Their bituminous coal is seeing a resurgence of popularity in places throughout the country, like Tennessee and New England, which are in need of affordable high-quality, low-sulfur coal to burn in order to meet increasingly stringent environmental standards.
But as mining operations continue in the area, coal reserves diminish and the search is on for new areas to mine. Some of the most desirable seams of coal are under inventoried roadless areas, however, and surface access necessary to install safety measures, like vent holes, are pretty much out of the question, at least for now.
The DNR released a draft Colorado Roadless Rule in August 2009 that makes allowances for certain activities in roadless areas by coal mines, oil and gas operations and ski resorts—three of Colorado’s biggest industries.
The state was hoping it could establish its own rules, much like Idaho had done during the Bush administration, allowing the state to write industry-friendly language into its own roadless rules. But the Obama administration doesn’t want to see that happen without first having a say.
The federal 2001 Roadless Rule, which was enacted in the last days of the Clinton administration, makes few allowances for industry and aims to keep roadless areas as some of the last pristine places in the national forest system. That rule has simultaneously been upheld and overturned by the federal courts.
In response to the conflicting court cases, the U.S. Department of Agriculture, which oversees the Forest Service, issued an “interim directive” restricting all activities in roadless areas that aren’t approved by the Forest Service.
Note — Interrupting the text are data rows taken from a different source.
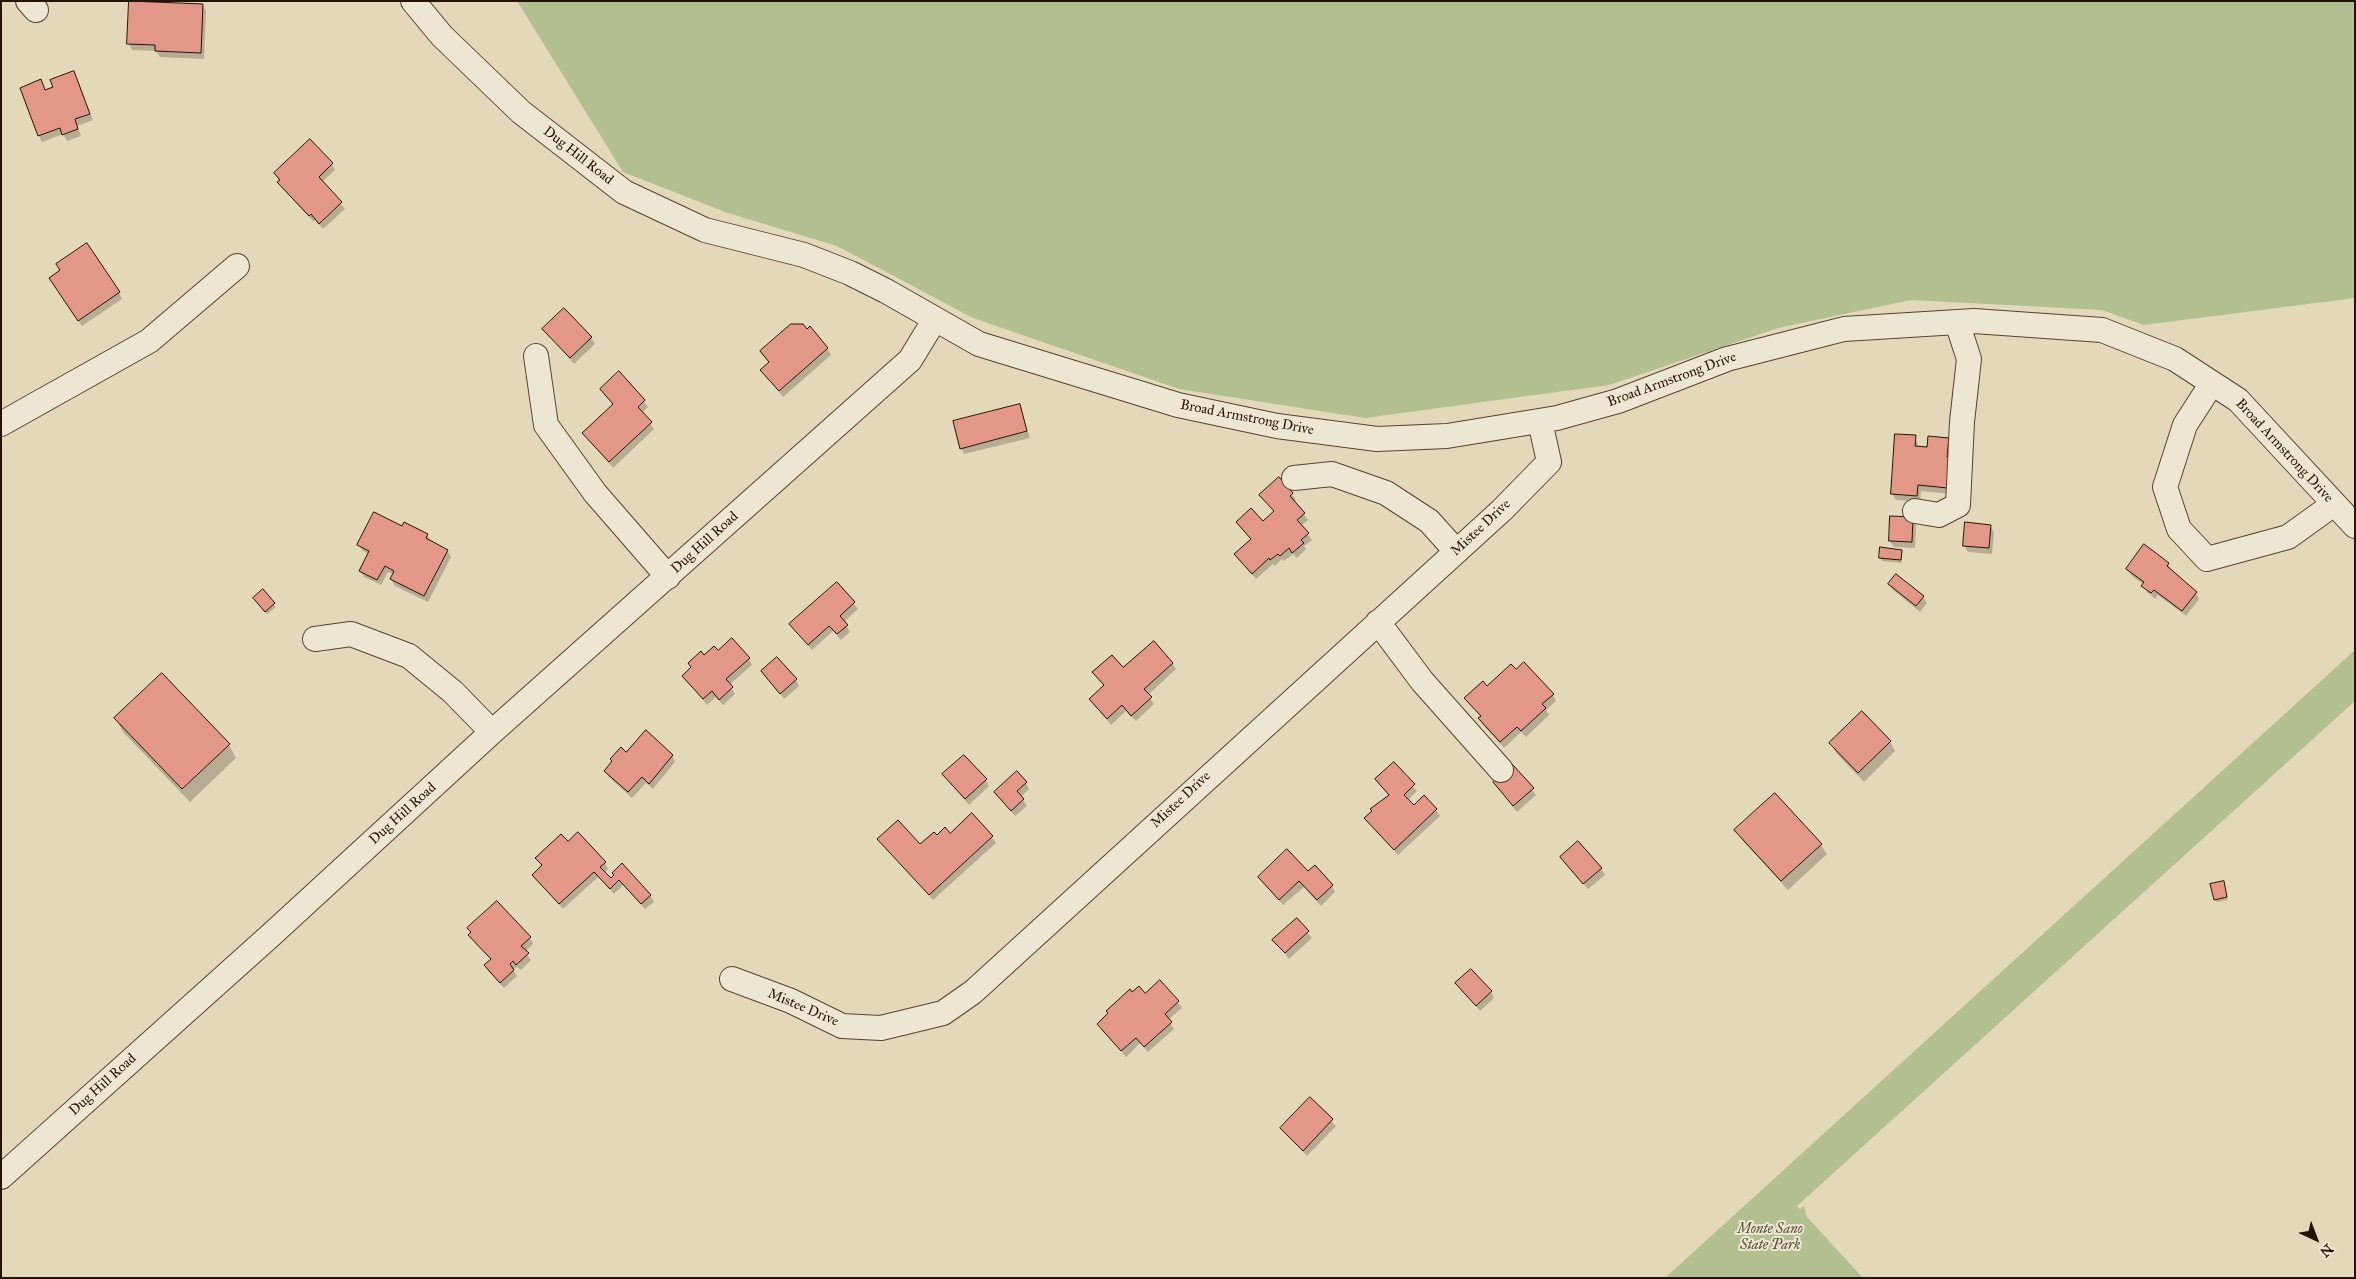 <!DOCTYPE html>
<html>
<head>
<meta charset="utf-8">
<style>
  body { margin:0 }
  #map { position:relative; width:2356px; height:1279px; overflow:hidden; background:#e4d8ba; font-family:"IM FELL Great Primer",serif }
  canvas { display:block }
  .frame { position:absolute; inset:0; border:2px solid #251300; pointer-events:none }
  .north { position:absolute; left:2291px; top:1214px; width:50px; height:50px; -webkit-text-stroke:4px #ede6d2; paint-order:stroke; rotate:137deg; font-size:14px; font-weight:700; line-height:20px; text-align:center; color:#251300 }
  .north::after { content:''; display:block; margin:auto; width:18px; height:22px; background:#251300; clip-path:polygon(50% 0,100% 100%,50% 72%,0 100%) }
</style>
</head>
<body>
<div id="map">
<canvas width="2356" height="1279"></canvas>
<div class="frame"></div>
<div class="north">N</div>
</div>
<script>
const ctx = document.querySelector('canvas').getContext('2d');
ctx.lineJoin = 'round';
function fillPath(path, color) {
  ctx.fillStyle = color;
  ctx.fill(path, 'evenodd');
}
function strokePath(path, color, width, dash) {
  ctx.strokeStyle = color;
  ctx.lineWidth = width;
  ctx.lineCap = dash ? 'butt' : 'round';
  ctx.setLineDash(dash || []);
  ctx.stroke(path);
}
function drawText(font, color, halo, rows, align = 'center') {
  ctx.font = font + ' "IM FELL Great Primer",serif';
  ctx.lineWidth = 4;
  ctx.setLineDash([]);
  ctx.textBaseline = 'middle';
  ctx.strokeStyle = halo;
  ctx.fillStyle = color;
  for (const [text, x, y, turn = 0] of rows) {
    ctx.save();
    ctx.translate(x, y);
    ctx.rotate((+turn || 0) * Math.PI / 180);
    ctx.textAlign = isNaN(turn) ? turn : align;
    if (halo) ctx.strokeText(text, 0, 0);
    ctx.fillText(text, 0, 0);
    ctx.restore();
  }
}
const green = new Path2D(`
  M517,1H2355V298L2144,325L2102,310L1911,300L1778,328L1609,385L1365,418L1179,389L973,318L837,246L725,212L623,172Z
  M2355,650V701L1797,1206L1800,1209L1804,1206L1807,1217L1863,1278H1665Z`);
const shadow = new Path2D(`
  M202,5L206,11L204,59L160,57L156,51L132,50L129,44Z
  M74,73L93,120L77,126L81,136L67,141L63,134L42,142L39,136L41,80L46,91L54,88Z
  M332,164L335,170L322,182L345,209L323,229L315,220L313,221L283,189L275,173Z
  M62,271L119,293L122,299L82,326L54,285Z
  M544,329L591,338L595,344L574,364Z
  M827,348L831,355L783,397L761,370L769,363L761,351Z
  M601,389L644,401L648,407L642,413L654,429L613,468L583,433L614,405Z
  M1020,406L1030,438L964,454L961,448Z
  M1915,437L1919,447L1928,448L1948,439L1952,445L1951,494L1921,491L1920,502L1896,500L1892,493Z
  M1279,479L1292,494L1296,500L1294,502L1308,520L1301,526L1312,540L1304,546L1306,549L1297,558L1293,554L1284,561L1282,559L1275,566L1273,564L1256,579L1236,555L1252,540L1237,522H1263L1274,512L1261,495Z
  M1912,519L1916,525L1915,548L1894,547L1890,541Z
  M1990,526L1994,532L1992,554L1968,552L1964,546Z
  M402,528L427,535L431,542L447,550L451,557L428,602L395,586L391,579L394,574L388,572L381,585L364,577L360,571L369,554L363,551L359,545Z
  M2145,546L2168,564L2172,571L2196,593L2199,599L2186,616L2158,595L2155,599L2147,592L2144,585L2131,575L2127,569Z
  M1901,551L1902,563L1882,561L1880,558Z
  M837,583L858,609L844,622L850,632L841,640L833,631L812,650L791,624Z
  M1889,584L1923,597L1927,603L1920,612L1893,590Z
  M262,591L276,607L267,614L256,601Z
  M718,652L749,659L752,665L729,685L735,694L723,705L716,697L707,705L683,676L704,657Z
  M1172,663L1176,669L1148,695L1154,704L1136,721L1126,711L1111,725L1090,699L1105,686L1094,672Z
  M762,671L796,680L799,686L784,699Z
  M1516,671L1553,695L1556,701L1546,710L1549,715L1526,737L1521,732L1504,748L1483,725L1479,718L1481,717L1466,698Z
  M116,719L229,745L236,758L190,802L123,732Z
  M1890,742L1895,751L1864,782L1836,753L1831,743Z
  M627,754L672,755L675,762L653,789L646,783L632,798L609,777L605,771Z
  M1394,764L1417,791L1408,800L1414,807L1436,810L1440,816L1398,855L1366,818L1389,796L1376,780Z
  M1513,766L1536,795L1517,812L1494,783Z
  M944,775L986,780L989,786L969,805Z
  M1026,783L1029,789L1021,797L1027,806L1015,816L995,792Z
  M1736,830L1821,845L1827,854L1788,890L1742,840Z
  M950,835L992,837L996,843L933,900L879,839L920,846Z
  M568,843L605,863L608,869L604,873L611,880L615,876L650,895L654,902L645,909L623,885L614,894L598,877L563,909L533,875L542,867L537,858Z
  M1561,857L1601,868L1605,875L1588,889Z
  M1307,873L1332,886L1335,892L1321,906L1304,887L1283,905L1260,877Z
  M2223,882L2228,900L2217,902L2215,900Z
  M1296,919L1312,938L1289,959L1274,940Z
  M469,929L530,938L533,944L525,952L531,960L521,970L517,967L513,970L517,976L504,988L489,972L485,966L491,960L474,941Z
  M1160,982L1182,1008L1168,1020L1174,1029L1148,1052L1140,1043L1126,1057L1098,1024L1132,993L1145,995Z
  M1457,984L1491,992L1494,998L1480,1011Z
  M1310,1099L1336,1126L1307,1156L1282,1129Z`);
const building = new Path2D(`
  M129,1L203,4L201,53L155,51V45L127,44Z
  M74,71L90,114L75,119L78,129L62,135L60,128L38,136L20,88L41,79L45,90L53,87L50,80Z
  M310,139L333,163L319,177L342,202L319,224L311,214L309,216L277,182L280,180L274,173Z
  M87,243L120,292L78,321L49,278L60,270L56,264Z
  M564,308L592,337L570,358L542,329Z
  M791,324H803L807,329L810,326L828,348L779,391L760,370L769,362L760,351Z
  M619,371L645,400L638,407L652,422L609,462L582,433L613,404L600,389Z
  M1020,404L1027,431L960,449L953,421Z
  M1895,434L1916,435L1915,446L1927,447L1928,436L1949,438L1947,457H1951L1948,488L1918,485L1917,496L1891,494Z
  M1279,477L1293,493L1290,496L1305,513L1297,520L1309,533L1301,540L1304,543L1292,553L1289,548L1280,556L1278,554L1270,560L1269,558L1252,574L1234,554L1251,539L1236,522L1251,508L1263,521L1274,511L1259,495Z
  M374,512L402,526L404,522L428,534L426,538L448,550L424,596L390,579L394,571L385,566L377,580L359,571L369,551L357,545Z
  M1890,516L1913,517L1912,542L1889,541Z
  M1965,522L1991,525L1989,548L1963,546Z
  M2144,544L2169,563L2167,566L2197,592L2182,611L2154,590L2151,593L2141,586L2144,582L2126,569Z
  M1880,547L1902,550L1901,560L1879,558Z
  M1896,574L1924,596L1916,606L1888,584Z
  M837,582L855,602L840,616L848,625L837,634L829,626L808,645L789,624Z
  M263,589L275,603L265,612L253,598Z
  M732,638L750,658L726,679L733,687L719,700L712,691L703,699L682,676L691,667L688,663L701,651L704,655L714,646L718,650Z
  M1154,641L1173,663L1144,689L1152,697L1131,716L1122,705L1107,719L1089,699L1104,685L1092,672L1112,655L1123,667Z
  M777,657L797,679L780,694L761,671Z
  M1524,662L1554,694L1542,704L1546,708L1521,731L1517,727L1500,742L1478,718L1481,716L1464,698L1483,681L1487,686L1511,664L1516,669Z
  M162,673L230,744L182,789L114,718Z
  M1862,711L1891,741L1858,773L1829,743Z
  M646,730L673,755L649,784L642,777L628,792L604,771L612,761L610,759L621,747L626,752Z
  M964,755L987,779L965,799L942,774Z
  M1394,762L1415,784L1404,795L1414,805L1424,795L1437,809L1394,850L1364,818L1372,811L1370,809L1389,795L1375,779Z
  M1513,765L1534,788L1513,806L1493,782Z
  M1017,771L1027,782L1017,791L1024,799L1011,811L994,792Z
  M1775,793L1822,844L1781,881L1734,830Z
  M972,813L993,836L929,895L877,839L898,820L920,844L934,832L937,835L945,827L950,833Z
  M578,832L606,862L600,867L611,878L614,875L612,873L622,863L651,895L641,904L619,880L610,889L594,872L559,904L532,875L542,865L535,858L561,834L568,841Z
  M1578,841L1602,868L1583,884L1560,857Z
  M1287,849L1308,871L1315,865L1333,885L1317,900L1299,881L1279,900L1258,877Z
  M2224,881L2227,897L2214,900L2210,884Z
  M497,901L531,937L521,946L529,953L516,965L513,961L510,964L514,970L500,983L484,965L491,959L468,935L471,932L467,928Z
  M1297,918L1309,931L1285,953L1272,940Z
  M1471,969L1492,991L1476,1006L1455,983Z
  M1160,980L1179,1001L1165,1014L1172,1022L1144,1047L1136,1038L1121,1051L1097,1024L1108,1013L1106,1011L1130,989L1132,992L1139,986L1145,993Z
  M1310,1097L1333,1119L1303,1151L1280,1128Z`);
const minor = new Path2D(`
  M28,1L36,10
  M413,1L442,36L521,112L624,192L705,230L804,255L850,273L886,291L979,344L1178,405L1277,426L1377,439L1447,436L1557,418L1618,401L1727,359L1844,329L1974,321L2102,330L2175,359L2238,400L2355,526
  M536,356L546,425L595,493L668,577
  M2212,383L2185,425L2165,487L2179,529L2207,559L2288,537L2334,504
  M1,424L149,341L237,266
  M1294,478L1332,474L1386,493L1429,521L1456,551
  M1915,511L1939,515L1958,505L1962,422L1969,359L1957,322
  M1378,622L1422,681L1501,770
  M315,639L351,634L409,656L453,692L492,732
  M732,979L791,1001L842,1026L881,1028L943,1013L973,992L1502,510L1549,462L1540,421
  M1,1177L271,935L492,732L910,360L935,319`);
const streetNames = [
  ["Dug Hill Road",578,156,38],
  ["Broad Armstrong Drive",1672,380,-20],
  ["Broad Armstrong Drive",1247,418,11],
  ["Broad Armstrong Drive",2284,451,47],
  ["Mistee Drive",1481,528,-43],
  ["Dug Hill Road",705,543,-42],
  ["Mistee Drive",1181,800,-43],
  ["Dug Hill Road",403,814,-42],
  ["Mistee Drive",803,1008,23],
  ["Dug Hill Road",103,1085,-42]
];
const parkNames = [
  ["Monte Sano",1770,1230],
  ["State Park",1770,1246]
];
fillPath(green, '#b2bf91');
fillPath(shadow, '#0003');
fillPath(building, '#e39788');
strokePath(building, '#251300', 1);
strokePath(minor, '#55442e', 26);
strokePath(minor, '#ede6d2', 24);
drawText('14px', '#251300', '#ede6d2', streetNames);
drawText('italic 14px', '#564f33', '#ede6d2', parkNames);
</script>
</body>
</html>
That directive will stand until “long term roadless policy is developed and relevant court cases move forward,” according to the USDA.
That means the coal mines of the North Fork Valley will be working within their permit boundary and outside of roadless areas until the Obama administration and the DNR can reach some consensus, instead of creating a patchwork of regulation inside the Rocky Mountain region.
During a tour of the West Elk Mine in Somerset last year, the company’s vice-president, Jim Cooper, pointed to a part of the map where he hoped the mine could expand. “For this little bit here, we don’t even have to be on the surface. That’s not going to increase our production levels,” he said.
However some surface activity would be necessary in the Springhouse Park IRA in order to drill holes that vent methane, a highly volatile gas that is released during the coal mining process, and keep the miners below safe.
Cooper said during the Bush administration, the mine had applied for access to the IRA to drill the holes and permission was granted. When the Ninth Circuit Court of Appeals made its decision to return the rule to its Clinton-era form, access was again denied.
Now the mine is facing the same trouble in two areas it had hoped to expand into at the end of last year, areas that are also in the Springhouse Park IRA.
Such a blow to the operation means that the mine might have to stop operations before the end of the current mining plan in 2014-2016. Cooper said at the time that waiting for a different political atmosphere to appeal the decision could be the mine’s best hope for expansion, but that waiting can be expensive for a mine with an operational cost of $400,000 per day.
If the mine were to stop operating four years early, it would disassemble its operation and go elsewhere, Cooper says, leaving a gaping whole in the county’s tax base.
The roadless rule being negotiated between DNR and the U.S. Forest Service would try to find some middle ground between environmental conservation and the economic benefit derived from large industries that rely on the National Forest system.
According to the DNR, the purpose of creating a roadless rule of its own is “to provide, within the context of multiple use management, state-specific direction for the protection of roadless areas on National Forest System lands in Colorado.”
But not everyone thinks the 2001 Roadless Rule is flawed.
“We support the 2001 Roadless Rule,” says High Country Citizens’ Alliance Executive Director Dan Morse. “As a rule it provides all of the protections for roadless areas that we think are important. That is the rule in effect now and we think it will be in effect when this is finished.”
Morse said he thought the dangers of methane in underground mines could be addressed under the 2001 Roadless Rule with a little creativity.
“We don’t want to endanger miners at all,” he said. “The safety of miners can be dealt with under the 2001 rule without just carving those areas out of the roadless inventory. It’s really more a question of if there could be impact on certain coal mines and certain portions of the coal mines.”
No date has been set for when the USDA directive might be lifted and a new, comprehensive roadless rule will be enacted. Miners in the North Fork Valley will still be going to work on Monday.